The World Rally Championship is in danger of alienating the public with its confusing use of tactics on gravel rallies, believes Ford's lead driver Mikko Hirvonen.
Having retired early on the second day of last week's Jordan Rally, Hirvonen returned for the final day to be deployed as part of Ford's effort to sweep the road for his teammate Jari-Matti Latvala. While Hirvonen was happy to take the time penalties for checking in early on Saturday morning, he admitted he was concerned about the consequences for the watching wider world.
"We are confusing the public," said Hirvonen. "Nobody really listens to the drivers, but there is a really easy solution: the first 10 or 15 drivers pick their road position. On the first rally of the season, the champion gets first pick and then after that, the leader at the end of the day gets to chose his place for the next day. It's simple."
Hirvonen's team director Malcolm Wilson is not so sure that Hirvonen's suggestion is the right way to go, pointing out that the best drivers running in the best place on the road will not offer any variety of results.
"If we do that," said Wilson, "we'll know who's going to win the rally on Friday night. We could write the top five for the next few rallies now. The current system creates excitement."
Wilson's opposite number at Citroen, Olivier Quesnel disagreed with Wilson, saying: "I don't think we would know the winner. Honestly, Mikko is as fast as [Sebastien] Loeb, Latvala as well.
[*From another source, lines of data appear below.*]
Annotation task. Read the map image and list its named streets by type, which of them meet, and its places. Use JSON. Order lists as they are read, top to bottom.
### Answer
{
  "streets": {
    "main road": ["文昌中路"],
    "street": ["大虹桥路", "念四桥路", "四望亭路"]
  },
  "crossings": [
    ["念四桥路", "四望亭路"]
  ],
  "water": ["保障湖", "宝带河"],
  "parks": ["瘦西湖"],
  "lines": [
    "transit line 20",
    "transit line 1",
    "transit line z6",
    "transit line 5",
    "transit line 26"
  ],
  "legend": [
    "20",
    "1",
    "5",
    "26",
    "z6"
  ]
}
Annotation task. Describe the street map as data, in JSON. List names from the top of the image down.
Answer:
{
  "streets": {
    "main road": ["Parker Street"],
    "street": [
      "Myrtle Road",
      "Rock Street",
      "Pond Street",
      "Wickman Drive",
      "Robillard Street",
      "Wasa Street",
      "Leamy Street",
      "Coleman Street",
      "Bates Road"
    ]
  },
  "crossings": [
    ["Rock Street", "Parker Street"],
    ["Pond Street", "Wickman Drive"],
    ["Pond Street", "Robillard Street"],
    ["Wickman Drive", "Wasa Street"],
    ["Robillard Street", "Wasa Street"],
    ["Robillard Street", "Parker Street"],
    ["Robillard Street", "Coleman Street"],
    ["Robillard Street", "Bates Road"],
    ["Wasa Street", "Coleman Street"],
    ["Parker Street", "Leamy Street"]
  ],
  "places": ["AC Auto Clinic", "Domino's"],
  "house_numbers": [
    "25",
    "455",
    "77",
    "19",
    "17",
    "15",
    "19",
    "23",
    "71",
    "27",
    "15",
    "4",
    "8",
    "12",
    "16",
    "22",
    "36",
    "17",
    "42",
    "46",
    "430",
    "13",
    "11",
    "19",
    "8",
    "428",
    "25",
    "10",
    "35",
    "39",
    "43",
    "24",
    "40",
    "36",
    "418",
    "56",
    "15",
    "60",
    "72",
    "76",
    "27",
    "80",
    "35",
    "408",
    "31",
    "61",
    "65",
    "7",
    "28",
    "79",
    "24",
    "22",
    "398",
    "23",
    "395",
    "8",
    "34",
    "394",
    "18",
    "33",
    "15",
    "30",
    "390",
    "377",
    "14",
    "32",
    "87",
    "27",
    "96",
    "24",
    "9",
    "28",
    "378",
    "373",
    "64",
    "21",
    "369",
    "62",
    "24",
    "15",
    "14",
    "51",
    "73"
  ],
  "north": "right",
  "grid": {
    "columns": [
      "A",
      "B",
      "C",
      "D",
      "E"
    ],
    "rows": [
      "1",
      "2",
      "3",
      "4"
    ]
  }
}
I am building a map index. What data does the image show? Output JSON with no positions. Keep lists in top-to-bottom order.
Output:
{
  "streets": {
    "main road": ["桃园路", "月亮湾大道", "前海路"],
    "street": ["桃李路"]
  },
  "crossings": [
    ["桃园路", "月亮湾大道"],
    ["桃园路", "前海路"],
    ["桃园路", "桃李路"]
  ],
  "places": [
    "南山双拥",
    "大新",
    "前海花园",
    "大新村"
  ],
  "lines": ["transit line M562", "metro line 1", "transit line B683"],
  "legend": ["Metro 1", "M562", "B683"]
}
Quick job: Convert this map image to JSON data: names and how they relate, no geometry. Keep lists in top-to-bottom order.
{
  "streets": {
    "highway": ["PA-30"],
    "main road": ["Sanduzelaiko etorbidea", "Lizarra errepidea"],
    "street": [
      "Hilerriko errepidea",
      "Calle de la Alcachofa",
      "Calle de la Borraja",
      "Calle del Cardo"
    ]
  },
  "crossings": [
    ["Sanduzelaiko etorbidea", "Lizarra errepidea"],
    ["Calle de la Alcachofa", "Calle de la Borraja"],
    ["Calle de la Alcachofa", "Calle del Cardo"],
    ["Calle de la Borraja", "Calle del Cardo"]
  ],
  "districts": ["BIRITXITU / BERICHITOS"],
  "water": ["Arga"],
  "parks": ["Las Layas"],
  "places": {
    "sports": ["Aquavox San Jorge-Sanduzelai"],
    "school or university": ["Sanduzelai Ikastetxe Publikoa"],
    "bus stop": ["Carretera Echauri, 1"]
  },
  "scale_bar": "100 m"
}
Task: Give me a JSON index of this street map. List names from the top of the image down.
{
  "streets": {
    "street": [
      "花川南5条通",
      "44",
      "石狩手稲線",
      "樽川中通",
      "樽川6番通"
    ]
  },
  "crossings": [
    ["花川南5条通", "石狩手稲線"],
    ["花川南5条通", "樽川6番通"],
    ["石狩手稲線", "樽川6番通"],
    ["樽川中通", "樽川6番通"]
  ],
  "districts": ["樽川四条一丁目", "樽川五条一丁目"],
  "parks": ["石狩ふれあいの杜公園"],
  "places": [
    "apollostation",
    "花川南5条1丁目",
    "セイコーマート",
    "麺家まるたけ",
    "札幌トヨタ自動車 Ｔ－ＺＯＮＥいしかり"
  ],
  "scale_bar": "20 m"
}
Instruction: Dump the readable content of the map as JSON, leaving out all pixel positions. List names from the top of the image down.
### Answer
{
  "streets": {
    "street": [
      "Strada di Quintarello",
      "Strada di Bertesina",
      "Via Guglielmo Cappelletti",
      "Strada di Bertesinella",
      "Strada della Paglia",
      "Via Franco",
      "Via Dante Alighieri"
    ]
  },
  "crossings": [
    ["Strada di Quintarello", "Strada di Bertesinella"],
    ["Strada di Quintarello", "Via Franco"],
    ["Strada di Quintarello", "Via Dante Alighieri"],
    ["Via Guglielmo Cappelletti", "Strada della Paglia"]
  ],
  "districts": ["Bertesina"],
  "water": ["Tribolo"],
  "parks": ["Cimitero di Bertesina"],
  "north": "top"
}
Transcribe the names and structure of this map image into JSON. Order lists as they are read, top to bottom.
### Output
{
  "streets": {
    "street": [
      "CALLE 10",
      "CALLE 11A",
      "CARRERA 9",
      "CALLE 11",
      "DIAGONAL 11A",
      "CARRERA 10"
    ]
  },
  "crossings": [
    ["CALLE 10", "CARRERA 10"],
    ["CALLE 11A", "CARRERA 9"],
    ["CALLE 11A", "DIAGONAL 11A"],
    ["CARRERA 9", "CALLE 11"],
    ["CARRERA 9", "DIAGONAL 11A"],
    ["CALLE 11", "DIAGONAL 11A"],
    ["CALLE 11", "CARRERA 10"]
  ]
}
I don't think we would have the winner on Friday night."
WRC promoter North One Sport CEO Simon Long said the time had come for change.
"The regulations need to be looked at," said Long. "As a sport it's confusing to wake up and see the guy you thought was second is now actually sixth. We need clarity to tell a consistent story from the sport. I hope the regulations can be looked at to avoid this kind of thing in the future."